◆ EXERCISE GOAL: What lines in the following entries hold the word "function"? Copy each one.

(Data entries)
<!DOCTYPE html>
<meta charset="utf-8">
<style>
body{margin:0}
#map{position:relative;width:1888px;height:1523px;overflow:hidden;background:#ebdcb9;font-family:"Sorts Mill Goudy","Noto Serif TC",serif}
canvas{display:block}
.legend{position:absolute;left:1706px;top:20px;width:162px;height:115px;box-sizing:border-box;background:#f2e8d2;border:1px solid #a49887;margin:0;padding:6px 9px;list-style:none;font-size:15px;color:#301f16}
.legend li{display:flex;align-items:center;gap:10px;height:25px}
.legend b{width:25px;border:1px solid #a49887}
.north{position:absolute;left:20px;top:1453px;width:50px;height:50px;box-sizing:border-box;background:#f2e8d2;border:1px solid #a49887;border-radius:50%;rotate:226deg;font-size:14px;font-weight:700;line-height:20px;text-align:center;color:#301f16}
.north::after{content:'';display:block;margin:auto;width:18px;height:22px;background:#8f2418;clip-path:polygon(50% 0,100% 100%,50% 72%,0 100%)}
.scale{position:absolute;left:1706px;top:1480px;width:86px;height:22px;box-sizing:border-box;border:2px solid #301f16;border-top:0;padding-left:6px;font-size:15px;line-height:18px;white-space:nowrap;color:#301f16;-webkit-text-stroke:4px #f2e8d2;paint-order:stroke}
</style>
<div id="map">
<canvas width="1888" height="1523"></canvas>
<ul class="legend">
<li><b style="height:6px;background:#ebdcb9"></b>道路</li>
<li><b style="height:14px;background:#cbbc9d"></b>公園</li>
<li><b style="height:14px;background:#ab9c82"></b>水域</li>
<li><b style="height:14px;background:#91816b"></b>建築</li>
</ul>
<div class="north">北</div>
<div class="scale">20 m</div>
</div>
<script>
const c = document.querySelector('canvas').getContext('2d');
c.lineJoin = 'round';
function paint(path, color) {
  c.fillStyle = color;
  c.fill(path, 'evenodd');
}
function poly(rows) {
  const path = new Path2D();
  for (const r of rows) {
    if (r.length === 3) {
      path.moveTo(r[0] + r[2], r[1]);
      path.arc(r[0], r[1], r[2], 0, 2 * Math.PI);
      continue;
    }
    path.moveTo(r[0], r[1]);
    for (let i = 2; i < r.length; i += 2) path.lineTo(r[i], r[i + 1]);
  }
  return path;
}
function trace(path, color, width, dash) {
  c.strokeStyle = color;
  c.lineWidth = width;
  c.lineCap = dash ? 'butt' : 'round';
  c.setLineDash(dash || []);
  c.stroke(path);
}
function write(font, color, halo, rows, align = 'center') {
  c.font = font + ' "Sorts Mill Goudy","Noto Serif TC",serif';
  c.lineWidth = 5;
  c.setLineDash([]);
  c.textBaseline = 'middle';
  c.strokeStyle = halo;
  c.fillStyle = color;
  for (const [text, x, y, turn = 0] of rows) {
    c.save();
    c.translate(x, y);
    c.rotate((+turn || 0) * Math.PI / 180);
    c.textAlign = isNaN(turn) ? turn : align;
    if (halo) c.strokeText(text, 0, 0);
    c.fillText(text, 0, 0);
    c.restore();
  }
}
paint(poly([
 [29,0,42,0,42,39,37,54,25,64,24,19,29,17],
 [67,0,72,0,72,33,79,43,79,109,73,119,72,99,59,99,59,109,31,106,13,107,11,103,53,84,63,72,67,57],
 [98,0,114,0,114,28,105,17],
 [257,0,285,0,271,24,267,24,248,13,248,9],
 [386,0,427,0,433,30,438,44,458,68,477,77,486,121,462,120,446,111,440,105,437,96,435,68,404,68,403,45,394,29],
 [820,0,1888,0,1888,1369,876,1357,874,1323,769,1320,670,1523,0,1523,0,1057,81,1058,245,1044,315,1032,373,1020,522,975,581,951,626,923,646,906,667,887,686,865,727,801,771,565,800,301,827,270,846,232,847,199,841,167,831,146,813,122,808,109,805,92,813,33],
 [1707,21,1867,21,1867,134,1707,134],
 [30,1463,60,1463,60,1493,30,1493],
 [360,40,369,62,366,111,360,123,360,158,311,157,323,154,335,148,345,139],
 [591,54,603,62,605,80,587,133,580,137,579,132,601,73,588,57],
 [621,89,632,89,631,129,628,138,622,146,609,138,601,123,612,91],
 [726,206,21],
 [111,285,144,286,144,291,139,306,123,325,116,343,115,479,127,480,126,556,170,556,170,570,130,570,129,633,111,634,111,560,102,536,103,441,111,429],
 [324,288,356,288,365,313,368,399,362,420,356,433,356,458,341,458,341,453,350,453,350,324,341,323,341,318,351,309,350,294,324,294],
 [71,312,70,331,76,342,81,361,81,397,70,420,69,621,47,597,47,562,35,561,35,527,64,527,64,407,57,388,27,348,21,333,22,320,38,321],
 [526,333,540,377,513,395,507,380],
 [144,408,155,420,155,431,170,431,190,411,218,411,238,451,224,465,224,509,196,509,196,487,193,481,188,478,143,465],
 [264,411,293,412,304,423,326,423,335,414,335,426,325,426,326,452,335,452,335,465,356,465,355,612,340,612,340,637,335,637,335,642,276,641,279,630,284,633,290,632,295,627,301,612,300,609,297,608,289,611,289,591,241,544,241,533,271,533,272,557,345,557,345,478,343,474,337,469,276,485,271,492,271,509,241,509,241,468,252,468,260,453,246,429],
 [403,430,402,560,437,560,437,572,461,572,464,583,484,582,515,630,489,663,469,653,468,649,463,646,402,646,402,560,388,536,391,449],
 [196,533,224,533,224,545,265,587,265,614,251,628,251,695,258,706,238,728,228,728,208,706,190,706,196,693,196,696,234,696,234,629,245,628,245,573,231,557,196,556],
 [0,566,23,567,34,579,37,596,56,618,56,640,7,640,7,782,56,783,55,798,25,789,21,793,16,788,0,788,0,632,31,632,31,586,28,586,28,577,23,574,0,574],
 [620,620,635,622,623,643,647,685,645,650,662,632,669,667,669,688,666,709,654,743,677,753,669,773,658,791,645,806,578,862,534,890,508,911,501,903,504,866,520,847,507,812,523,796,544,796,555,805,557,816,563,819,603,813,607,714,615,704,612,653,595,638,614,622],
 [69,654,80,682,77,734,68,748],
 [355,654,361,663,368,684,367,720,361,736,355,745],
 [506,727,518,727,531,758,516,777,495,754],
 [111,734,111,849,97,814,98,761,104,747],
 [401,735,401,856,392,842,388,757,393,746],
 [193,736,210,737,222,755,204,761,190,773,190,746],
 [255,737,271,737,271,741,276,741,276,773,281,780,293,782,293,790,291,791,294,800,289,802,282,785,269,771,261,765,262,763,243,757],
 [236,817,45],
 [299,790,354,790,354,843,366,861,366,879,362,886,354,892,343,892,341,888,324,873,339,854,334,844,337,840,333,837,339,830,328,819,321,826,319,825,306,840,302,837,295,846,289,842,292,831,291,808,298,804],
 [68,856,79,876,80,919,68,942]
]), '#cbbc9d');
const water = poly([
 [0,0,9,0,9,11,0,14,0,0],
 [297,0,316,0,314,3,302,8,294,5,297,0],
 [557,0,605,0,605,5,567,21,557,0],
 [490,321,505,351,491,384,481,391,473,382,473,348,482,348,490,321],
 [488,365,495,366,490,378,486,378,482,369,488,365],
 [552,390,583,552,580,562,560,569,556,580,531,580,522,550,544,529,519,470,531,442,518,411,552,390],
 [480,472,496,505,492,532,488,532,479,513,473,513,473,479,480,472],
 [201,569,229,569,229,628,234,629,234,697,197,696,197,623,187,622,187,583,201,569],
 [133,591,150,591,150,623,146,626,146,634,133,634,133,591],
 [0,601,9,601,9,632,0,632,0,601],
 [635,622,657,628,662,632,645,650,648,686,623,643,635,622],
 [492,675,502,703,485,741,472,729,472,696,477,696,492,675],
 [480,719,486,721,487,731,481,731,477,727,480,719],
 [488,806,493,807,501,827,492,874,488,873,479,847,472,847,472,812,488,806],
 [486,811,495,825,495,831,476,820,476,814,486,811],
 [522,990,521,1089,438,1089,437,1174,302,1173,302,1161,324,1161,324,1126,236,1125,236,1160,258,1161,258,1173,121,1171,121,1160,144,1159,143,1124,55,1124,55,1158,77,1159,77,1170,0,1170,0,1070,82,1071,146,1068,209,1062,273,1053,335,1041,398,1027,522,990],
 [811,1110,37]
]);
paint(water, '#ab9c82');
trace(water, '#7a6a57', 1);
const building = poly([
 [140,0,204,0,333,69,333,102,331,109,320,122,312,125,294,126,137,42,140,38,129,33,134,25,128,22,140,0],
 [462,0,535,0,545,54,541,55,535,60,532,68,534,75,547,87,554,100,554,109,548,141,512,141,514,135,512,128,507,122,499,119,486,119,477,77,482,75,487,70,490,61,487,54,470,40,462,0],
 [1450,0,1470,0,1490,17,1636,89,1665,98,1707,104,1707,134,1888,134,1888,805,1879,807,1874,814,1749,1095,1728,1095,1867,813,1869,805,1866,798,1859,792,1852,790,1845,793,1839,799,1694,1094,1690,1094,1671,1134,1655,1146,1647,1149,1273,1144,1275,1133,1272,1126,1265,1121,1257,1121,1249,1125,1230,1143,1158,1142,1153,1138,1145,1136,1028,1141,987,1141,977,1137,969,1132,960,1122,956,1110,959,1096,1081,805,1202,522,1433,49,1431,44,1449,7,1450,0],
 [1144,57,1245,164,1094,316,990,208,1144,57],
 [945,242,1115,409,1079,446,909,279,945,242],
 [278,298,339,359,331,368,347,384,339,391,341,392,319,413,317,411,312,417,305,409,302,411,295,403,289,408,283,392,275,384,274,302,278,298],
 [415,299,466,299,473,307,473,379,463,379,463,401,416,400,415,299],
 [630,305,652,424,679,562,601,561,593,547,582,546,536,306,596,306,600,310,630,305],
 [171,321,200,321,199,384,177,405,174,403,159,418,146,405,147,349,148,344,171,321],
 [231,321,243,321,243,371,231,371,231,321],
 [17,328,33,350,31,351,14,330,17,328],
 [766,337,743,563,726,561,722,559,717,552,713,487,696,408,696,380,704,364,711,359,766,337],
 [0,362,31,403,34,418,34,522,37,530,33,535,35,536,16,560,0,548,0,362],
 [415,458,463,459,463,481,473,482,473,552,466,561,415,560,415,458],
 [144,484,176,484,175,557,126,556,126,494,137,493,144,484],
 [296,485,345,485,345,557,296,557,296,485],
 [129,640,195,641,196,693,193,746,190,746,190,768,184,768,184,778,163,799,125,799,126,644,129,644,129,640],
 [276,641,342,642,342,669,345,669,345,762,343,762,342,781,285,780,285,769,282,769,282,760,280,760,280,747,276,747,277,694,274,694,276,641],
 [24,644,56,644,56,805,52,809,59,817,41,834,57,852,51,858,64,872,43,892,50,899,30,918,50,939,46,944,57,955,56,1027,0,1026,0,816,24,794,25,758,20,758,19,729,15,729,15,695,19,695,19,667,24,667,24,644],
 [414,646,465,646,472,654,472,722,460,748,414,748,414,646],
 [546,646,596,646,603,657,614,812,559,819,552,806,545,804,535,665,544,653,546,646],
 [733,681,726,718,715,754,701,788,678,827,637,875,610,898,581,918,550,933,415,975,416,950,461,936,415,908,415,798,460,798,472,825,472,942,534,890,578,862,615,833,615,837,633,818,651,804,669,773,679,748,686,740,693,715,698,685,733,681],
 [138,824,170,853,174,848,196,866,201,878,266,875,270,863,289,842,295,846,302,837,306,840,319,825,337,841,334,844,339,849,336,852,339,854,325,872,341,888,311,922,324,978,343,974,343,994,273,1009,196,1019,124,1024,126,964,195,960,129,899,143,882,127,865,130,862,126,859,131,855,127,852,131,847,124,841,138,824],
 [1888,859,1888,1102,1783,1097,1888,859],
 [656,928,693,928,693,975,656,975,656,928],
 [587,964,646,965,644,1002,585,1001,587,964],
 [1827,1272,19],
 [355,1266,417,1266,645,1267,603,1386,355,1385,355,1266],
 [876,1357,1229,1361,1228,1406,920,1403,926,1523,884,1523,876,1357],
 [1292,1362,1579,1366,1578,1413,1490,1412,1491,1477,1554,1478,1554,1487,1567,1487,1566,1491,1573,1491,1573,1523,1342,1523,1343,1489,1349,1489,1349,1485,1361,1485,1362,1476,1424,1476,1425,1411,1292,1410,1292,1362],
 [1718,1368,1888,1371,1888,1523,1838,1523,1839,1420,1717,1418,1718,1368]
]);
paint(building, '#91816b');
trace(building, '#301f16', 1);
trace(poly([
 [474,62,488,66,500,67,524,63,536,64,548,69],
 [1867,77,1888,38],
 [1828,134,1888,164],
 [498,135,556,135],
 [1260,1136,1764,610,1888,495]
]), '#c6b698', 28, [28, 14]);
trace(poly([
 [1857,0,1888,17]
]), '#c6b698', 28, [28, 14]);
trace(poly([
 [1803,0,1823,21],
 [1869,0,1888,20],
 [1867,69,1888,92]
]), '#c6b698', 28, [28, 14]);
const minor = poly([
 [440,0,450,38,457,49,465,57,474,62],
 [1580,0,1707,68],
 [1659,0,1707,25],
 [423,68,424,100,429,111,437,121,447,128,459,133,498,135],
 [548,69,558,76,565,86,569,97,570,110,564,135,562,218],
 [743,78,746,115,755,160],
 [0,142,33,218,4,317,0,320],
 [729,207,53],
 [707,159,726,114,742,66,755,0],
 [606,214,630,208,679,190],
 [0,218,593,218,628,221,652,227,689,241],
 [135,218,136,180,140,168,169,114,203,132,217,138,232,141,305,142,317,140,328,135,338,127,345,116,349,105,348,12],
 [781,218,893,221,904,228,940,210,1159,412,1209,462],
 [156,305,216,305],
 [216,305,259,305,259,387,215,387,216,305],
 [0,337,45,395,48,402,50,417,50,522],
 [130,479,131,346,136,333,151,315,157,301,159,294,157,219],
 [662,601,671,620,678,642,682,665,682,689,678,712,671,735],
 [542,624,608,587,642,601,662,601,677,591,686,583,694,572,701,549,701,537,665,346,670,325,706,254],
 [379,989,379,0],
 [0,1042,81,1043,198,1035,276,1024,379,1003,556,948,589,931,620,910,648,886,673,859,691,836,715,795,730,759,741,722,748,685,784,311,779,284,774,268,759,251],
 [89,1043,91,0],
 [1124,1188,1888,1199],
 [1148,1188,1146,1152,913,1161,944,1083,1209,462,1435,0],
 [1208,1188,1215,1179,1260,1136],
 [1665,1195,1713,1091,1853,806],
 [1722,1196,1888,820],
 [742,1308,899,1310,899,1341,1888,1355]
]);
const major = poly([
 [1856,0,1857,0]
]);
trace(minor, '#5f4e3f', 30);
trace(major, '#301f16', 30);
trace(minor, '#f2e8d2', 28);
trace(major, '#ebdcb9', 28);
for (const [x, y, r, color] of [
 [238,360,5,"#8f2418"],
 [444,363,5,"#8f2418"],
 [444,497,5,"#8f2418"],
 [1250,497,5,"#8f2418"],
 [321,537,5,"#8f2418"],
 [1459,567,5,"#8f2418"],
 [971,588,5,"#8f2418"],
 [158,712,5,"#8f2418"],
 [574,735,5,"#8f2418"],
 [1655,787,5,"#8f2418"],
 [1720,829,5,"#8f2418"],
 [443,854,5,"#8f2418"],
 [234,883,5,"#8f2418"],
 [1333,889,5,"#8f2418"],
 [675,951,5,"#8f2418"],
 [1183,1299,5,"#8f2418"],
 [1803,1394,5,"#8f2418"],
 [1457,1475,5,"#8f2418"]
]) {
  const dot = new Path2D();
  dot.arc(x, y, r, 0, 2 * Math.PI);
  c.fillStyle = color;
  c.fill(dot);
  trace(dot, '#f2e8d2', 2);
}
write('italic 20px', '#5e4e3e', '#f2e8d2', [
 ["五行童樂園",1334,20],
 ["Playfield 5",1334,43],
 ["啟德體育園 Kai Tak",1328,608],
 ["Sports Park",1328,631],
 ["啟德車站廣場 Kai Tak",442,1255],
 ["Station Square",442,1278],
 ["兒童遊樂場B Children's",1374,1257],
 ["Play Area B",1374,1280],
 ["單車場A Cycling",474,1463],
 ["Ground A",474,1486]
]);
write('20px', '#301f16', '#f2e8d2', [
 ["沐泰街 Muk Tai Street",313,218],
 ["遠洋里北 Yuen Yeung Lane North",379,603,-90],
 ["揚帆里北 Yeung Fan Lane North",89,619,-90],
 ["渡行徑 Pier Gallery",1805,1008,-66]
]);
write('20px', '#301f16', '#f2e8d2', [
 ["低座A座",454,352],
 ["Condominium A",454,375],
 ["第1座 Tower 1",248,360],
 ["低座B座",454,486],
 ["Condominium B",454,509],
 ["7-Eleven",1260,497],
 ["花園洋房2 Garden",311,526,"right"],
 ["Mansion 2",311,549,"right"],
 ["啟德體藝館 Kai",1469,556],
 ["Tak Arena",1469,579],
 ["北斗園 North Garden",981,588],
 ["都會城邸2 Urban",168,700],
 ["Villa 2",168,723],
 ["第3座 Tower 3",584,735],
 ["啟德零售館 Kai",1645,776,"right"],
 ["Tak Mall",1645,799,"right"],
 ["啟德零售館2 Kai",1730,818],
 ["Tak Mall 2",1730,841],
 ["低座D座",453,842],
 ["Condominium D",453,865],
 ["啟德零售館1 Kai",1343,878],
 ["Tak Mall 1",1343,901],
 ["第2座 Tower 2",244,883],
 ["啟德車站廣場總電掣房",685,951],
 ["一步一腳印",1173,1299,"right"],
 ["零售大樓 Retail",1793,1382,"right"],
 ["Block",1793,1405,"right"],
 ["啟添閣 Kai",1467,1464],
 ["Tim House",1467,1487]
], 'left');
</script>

◆ TASK OUTPUT:
function paint(path, color) {
function poly(rows) {
function trace(path, color, width, dash) {
function write(font, color, halo, rows, align = 'center') {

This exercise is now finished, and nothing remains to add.